→ EXERCISE GOAL
In your copy, reproduce each entry exactly and include no picture.

[RAW DATA — start]

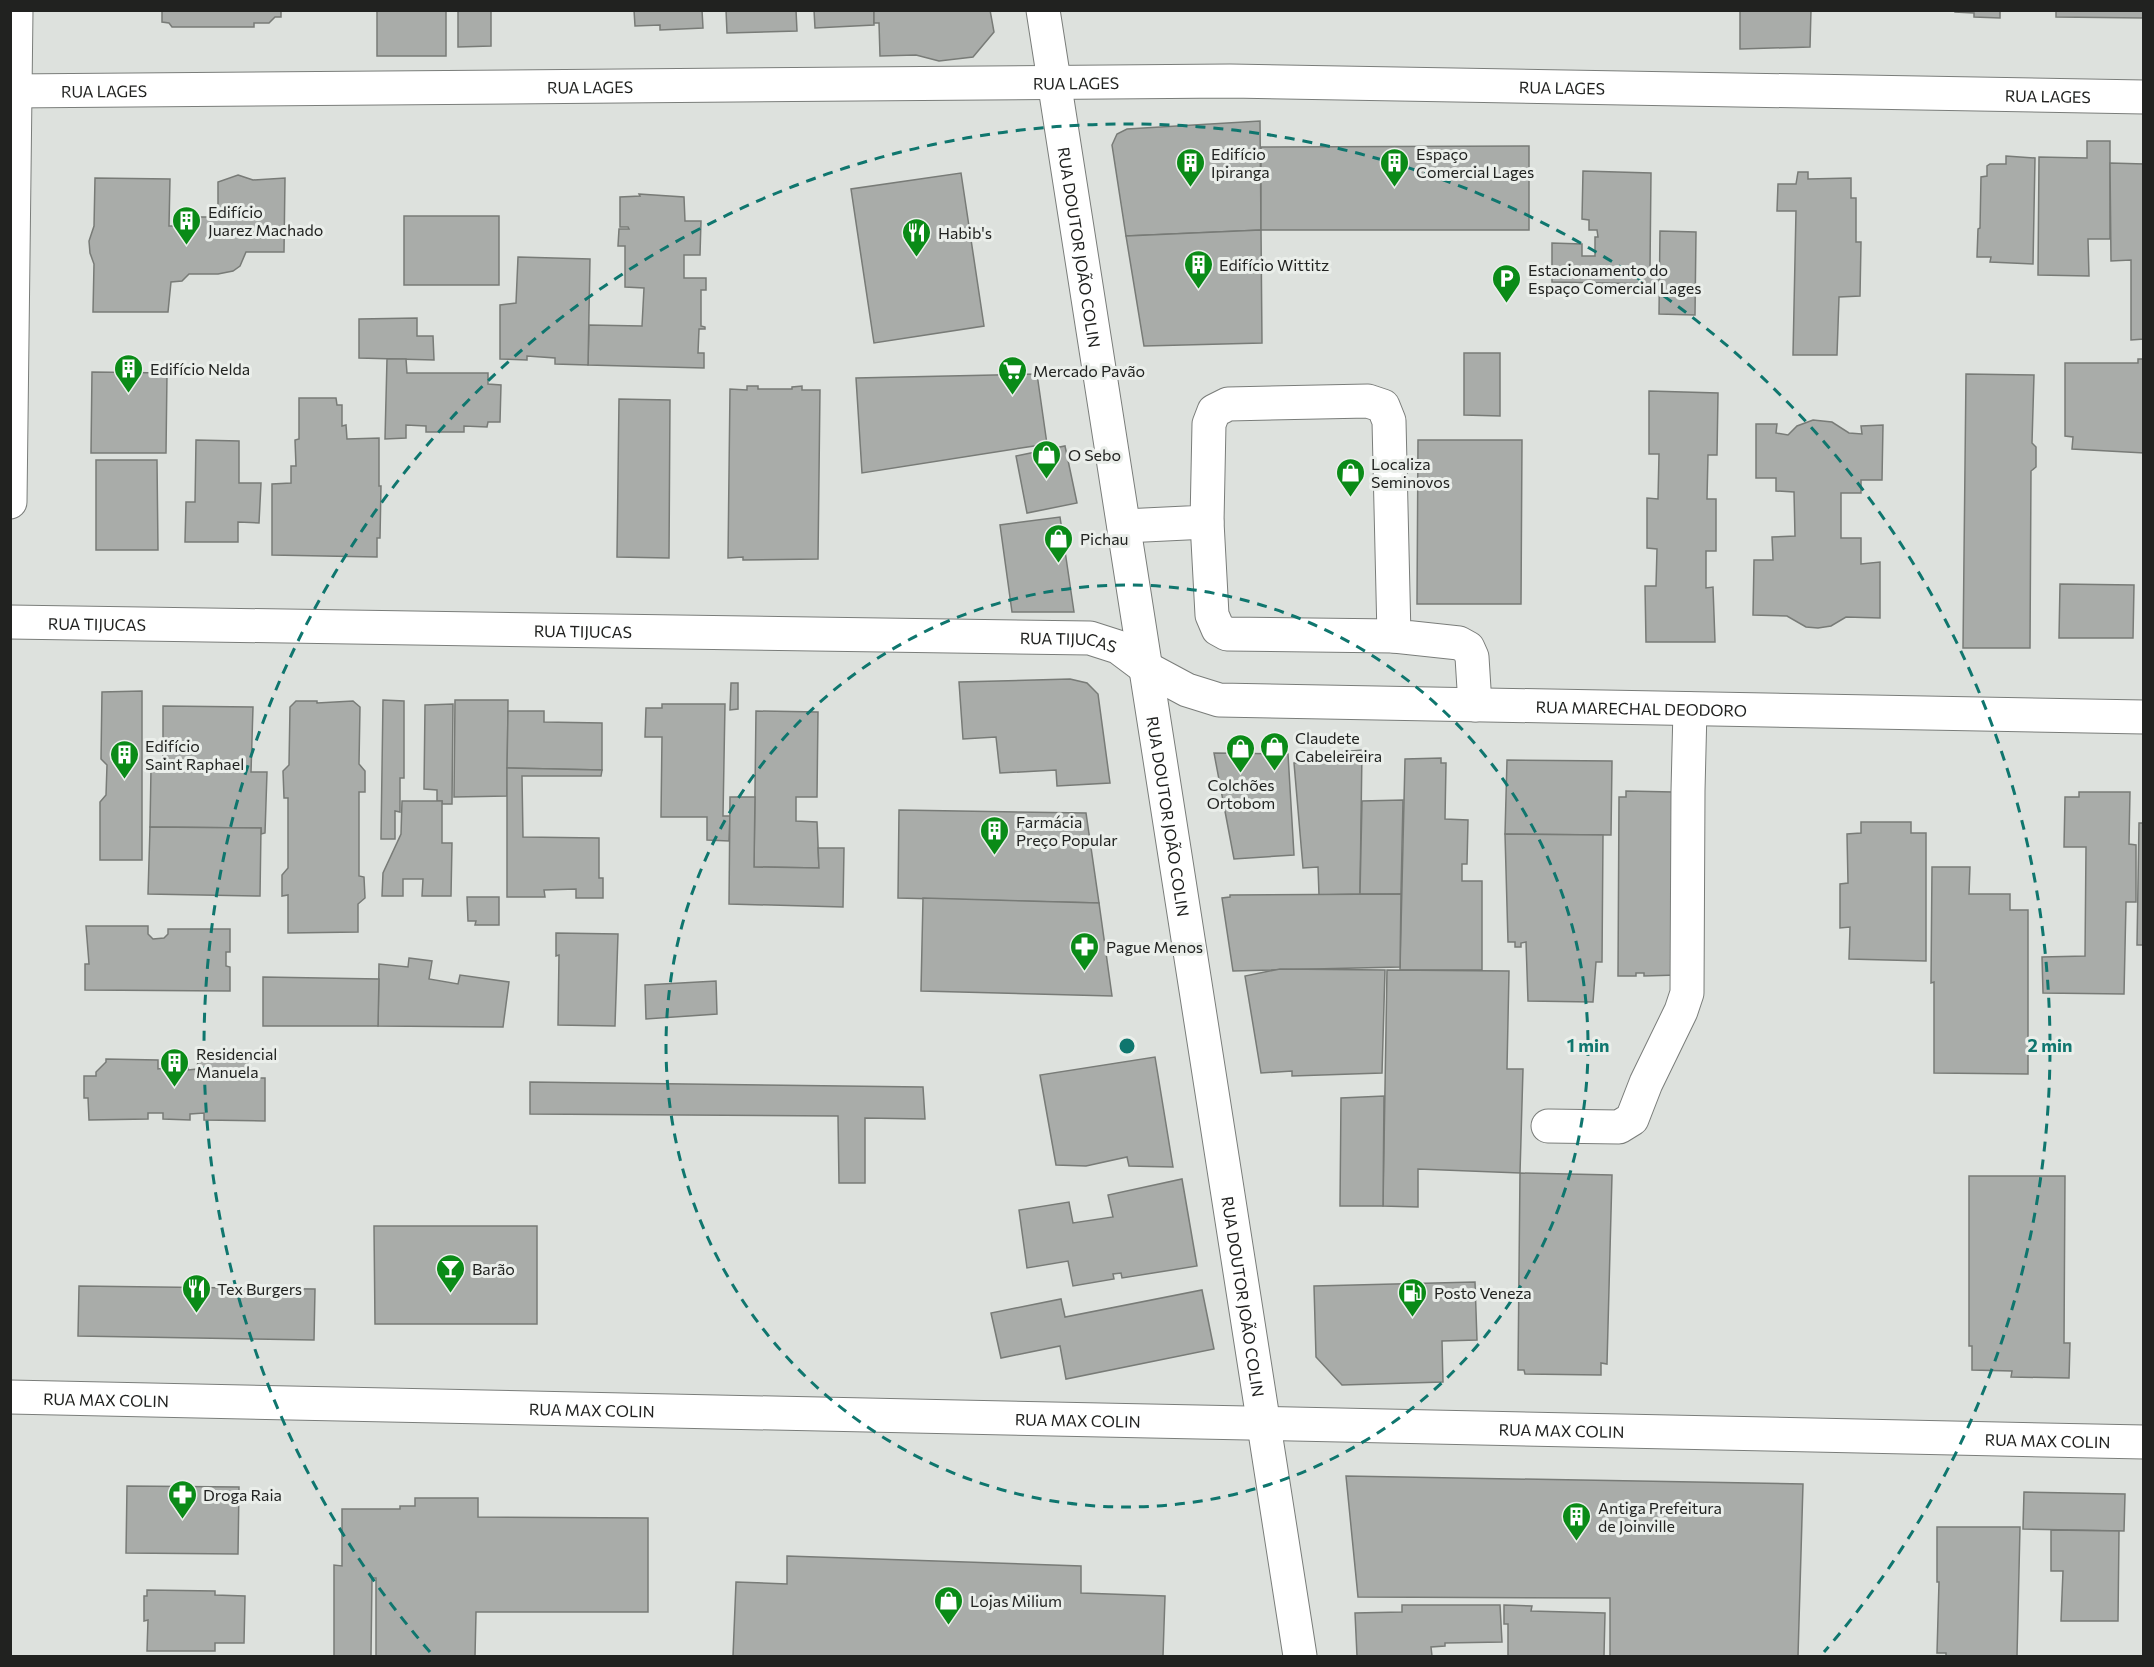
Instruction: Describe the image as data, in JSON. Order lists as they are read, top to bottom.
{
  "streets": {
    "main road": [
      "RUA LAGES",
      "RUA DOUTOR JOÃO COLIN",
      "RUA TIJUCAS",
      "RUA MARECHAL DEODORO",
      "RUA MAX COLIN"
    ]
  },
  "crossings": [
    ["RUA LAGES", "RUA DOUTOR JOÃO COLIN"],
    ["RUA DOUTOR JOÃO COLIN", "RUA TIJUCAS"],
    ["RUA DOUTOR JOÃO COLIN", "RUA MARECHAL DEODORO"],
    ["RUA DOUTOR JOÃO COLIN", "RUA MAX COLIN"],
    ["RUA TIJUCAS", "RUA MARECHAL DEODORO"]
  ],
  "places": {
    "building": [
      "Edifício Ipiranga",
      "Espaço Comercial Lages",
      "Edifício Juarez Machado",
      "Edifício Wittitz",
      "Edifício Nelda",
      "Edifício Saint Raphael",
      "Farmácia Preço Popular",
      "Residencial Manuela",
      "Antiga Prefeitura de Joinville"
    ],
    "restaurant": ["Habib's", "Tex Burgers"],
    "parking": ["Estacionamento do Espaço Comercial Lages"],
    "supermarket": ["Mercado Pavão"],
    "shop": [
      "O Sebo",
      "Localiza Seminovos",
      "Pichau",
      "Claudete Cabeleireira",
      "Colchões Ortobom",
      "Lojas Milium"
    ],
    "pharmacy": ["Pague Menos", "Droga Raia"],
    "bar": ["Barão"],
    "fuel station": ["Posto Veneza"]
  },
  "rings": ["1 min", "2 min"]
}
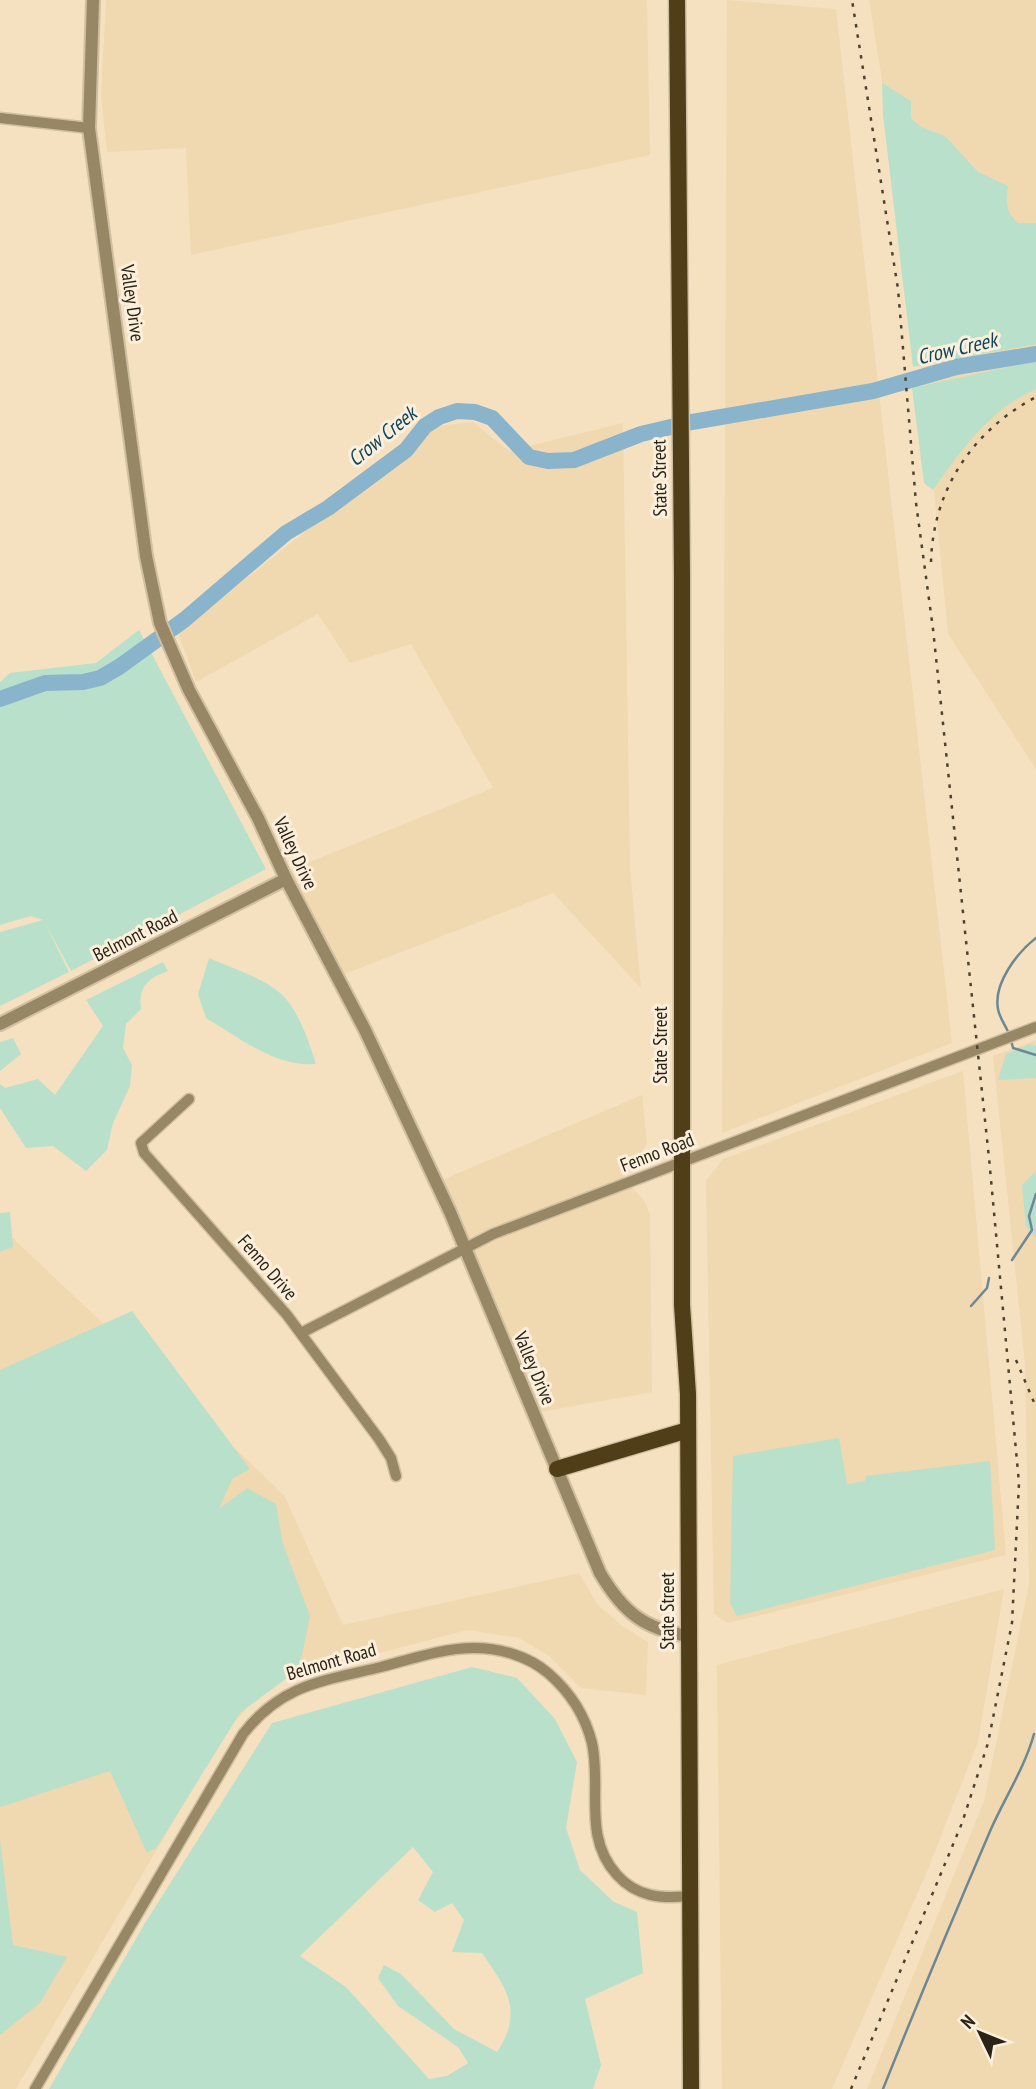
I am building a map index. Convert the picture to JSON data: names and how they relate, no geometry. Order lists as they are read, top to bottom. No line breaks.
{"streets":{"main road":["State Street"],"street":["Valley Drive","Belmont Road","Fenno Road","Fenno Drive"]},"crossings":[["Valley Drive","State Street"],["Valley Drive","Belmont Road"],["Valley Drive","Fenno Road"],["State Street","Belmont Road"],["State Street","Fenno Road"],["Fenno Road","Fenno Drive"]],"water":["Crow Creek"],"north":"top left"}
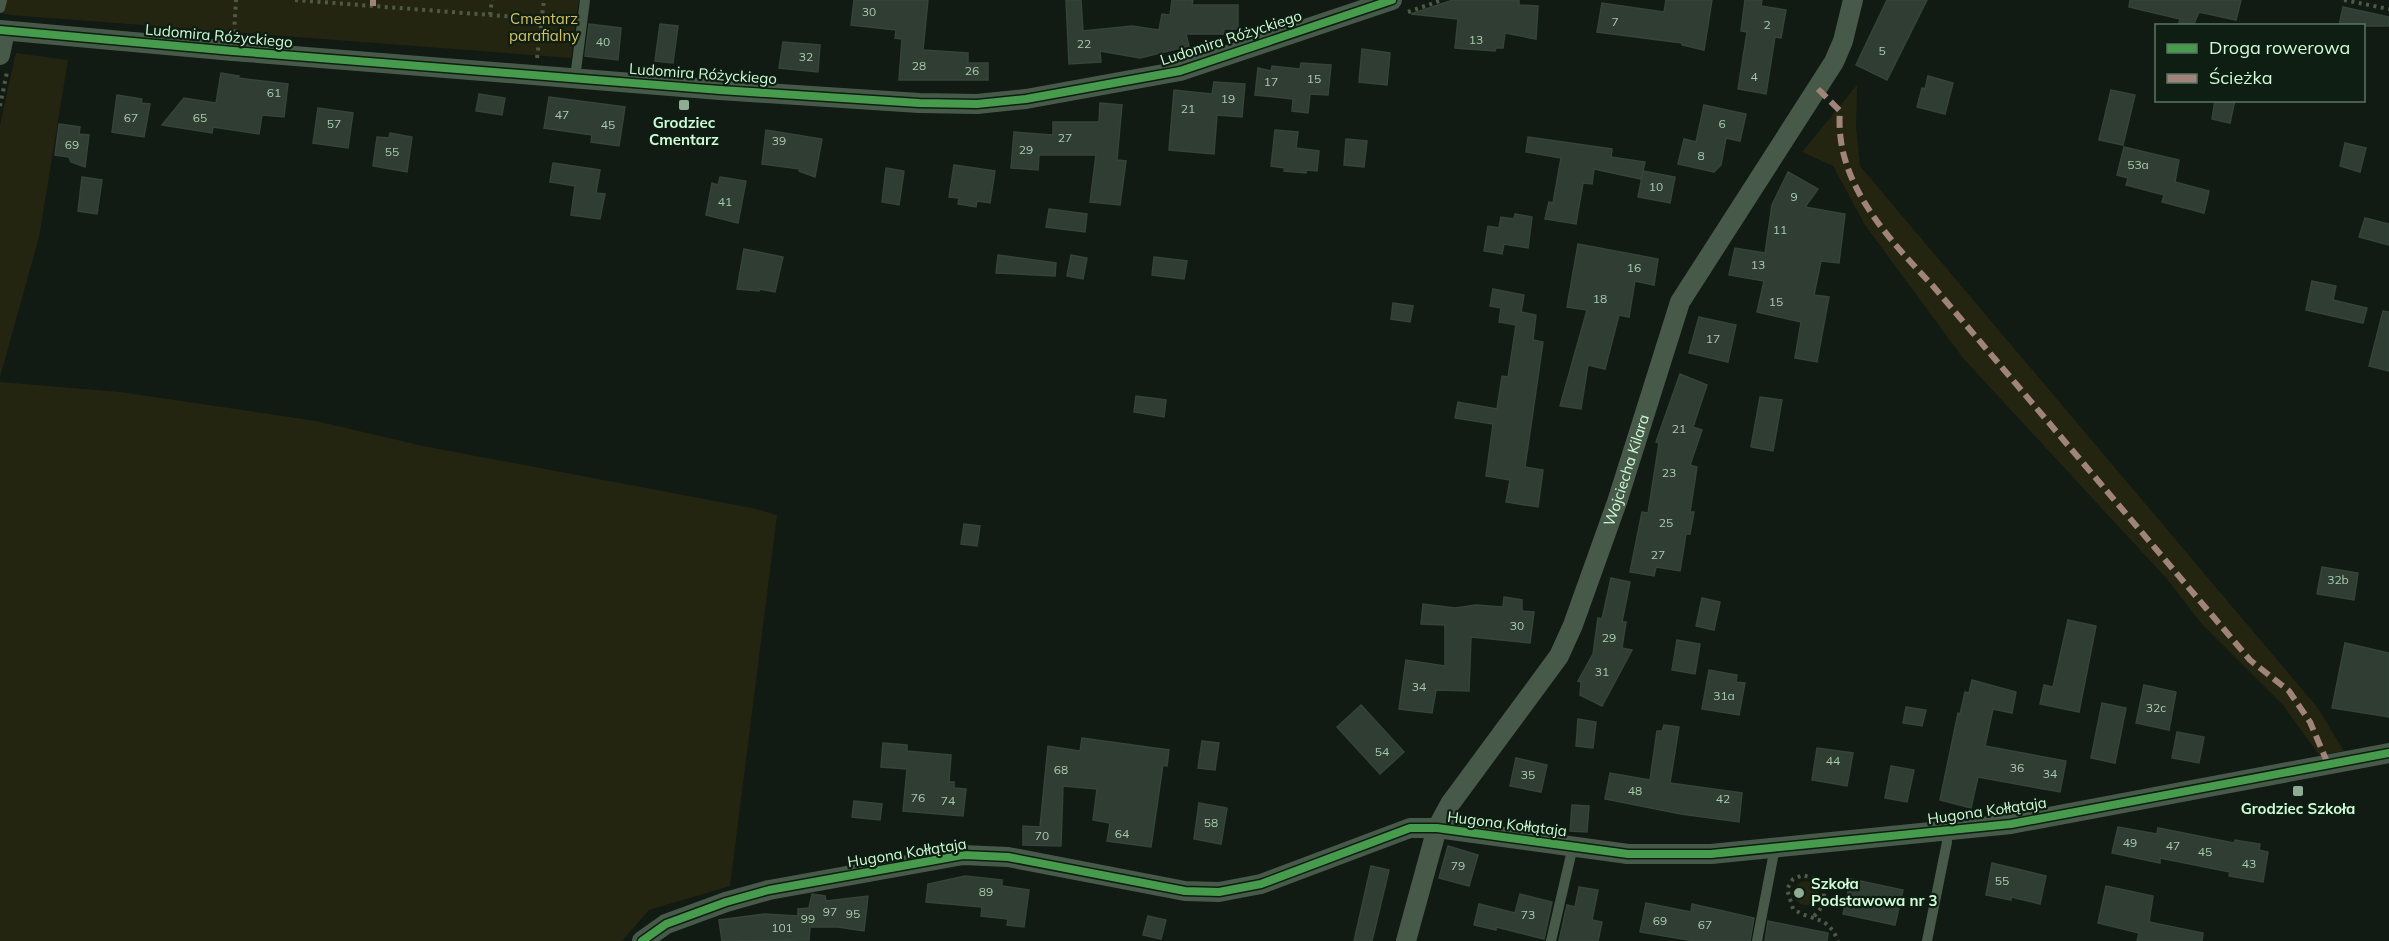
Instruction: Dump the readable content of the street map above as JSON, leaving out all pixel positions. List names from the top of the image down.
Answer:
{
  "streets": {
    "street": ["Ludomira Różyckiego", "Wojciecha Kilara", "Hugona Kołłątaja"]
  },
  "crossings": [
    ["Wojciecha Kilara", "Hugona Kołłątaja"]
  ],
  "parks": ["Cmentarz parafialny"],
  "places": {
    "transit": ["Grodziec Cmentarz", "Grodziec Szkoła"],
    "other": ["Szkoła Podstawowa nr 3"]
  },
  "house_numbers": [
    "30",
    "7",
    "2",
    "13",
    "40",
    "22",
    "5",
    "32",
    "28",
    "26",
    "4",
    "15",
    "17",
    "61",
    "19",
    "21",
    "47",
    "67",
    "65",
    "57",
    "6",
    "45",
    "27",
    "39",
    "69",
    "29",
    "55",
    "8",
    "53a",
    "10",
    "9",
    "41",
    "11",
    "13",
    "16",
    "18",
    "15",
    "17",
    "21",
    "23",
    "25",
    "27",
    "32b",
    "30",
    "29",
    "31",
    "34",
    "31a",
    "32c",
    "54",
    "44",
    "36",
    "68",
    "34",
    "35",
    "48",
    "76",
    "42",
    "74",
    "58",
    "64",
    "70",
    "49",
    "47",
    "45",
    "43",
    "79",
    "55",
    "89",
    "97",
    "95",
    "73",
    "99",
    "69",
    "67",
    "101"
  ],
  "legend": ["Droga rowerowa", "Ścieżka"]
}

[RAW DATA — finish]

→ TASK RESPONSE
Instruction: Describe the image as data, in JSON. Order lists as they are read, top to bottom.
{
  "streets": {
    "main road": [
      "RUA LAGES",
      "RUA DOUTOR JOÃO COLIN",
      "RUA TIJUCAS",
      "RUA MARECHAL DEODORO",
      "RUA MAX COLIN"
    ]
  },
  "crossings": [
    ["RUA LAGES", "RUA DOUTOR JOÃO COLIN"],
    ["RUA DOUTOR JOÃO COLIN", "RUA TIJUCAS"],
    ["RUA DOUTOR JOÃO COLIN", "RUA MARECHAL DEODORO"],
    ["RUA DOUTOR JOÃO COLIN", "RUA MAX COLIN"],
    ["RUA TIJUCAS", "RUA MARECHAL DEODORO"]
  ],
  "places": {
    "building": [
      "Edifício Ipiranga",
      "Espaço Comercial Lages",
      "Edifício Juarez Machado",
      "Edifício Wittitz",
      "Edifício Nelda",
      "Edifício Saint Raphael",
      "Farmácia Preço Popular",
      "Residencial Manuela",
      "Antiga Prefeitura de Joinville"
    ],
    "restaurant": ["Habib's", "Tex Burgers"],
    "parking": ["Estacionamento do Espaço Comercial Lages"],
    "supermarket": ["Mercado Pavão"],
    "shop": [
      "O Sebo",
      "Localiza Seminovos",
      "Pichau",
      "Claudete Cabeleireira",
      "Colchões Ortobom",
      "Lojas Milium"
    ],
    "pharmacy": ["Pague Menos", "Droga Raia"],
    "bar": ["Barão"],
    "fuel station": ["Posto Veneza"]
  },
  "rings": ["1 min", "2 min"]
}
I am building a map index. Convert the picture to JSON data: names and how they relate, no geometry. Order lists as they are read, top to bottom. No line breaks.
{"streets":{"main road":["State Street"],"street":["Valley Drive","Belmont Road","Fenno Road","Fenno Drive"]},"crossings":[["Valley Drive","State Street"],["Valley Drive","Belmont Road"],["Valley Drive","Fenno Road"],["State Street","Belmont Road"],["State Street","Fenno Road"],["Fenno Road","Fenno Drive"]],"water":["Crow Creek"],"north":"top left"}
Instruction: Dump the readable content of the street map above as JSON, leaving out all pixel positions. List names from the top of the image down.
Answer:
{
  "streets": {
    "street": ["Ludomira Różyckiego", "Wojciecha Kilara", "Hugona Kołłątaja"]
  },
  "crossings": [
    ["Wojciecha Kilara", "Hugona Kołłątaja"]
  ],
  "parks": ["Cmentarz parafialny"],
  "places": {
    "transit": ["Grodziec Cmentarz", "Grodziec Szkoła"],
    "other": ["Szkoła Podstawowa nr 3"]
  },
  "house_numbers": [
    "30",
    "7",
    "2",
    "13",
    "40",
    "22",
    "5",
    "32",
    "28",
    "26",
    "4",
    "15",
    "17",
    "61",
    "19",
    "21",
    "47",
    "67",
    "65",
    "57",
    "6",
    "45",
    "27",
    "39",
    "69",
    "29",
    "55",
    "8",
    "53a",
    "10",
    "9",
    "41",
    "11",
    "13",
    "16",
    "18",
    "15",
    "17",
    "21",
    "23",
    "25",
    "27",
    "32b",
    "30",
    "29",
    "31",
    "34",
    "31a",
    "32c",
    "54",
    "44",
    "36",
    "68",
    "34",
    "35",
    "48",
    "76",
    "42",
    "74",
    "58",
    "64",
    "70",
    "49",
    "47",
    "45",
    "43",
    "79",
    "55",
    "89",
    "97",
    "95",
    "73",
    "99",
    "69",
    "67",
    "101"
  ],
  "legend": ["Droga rowerowa", "Ścieżka"]
}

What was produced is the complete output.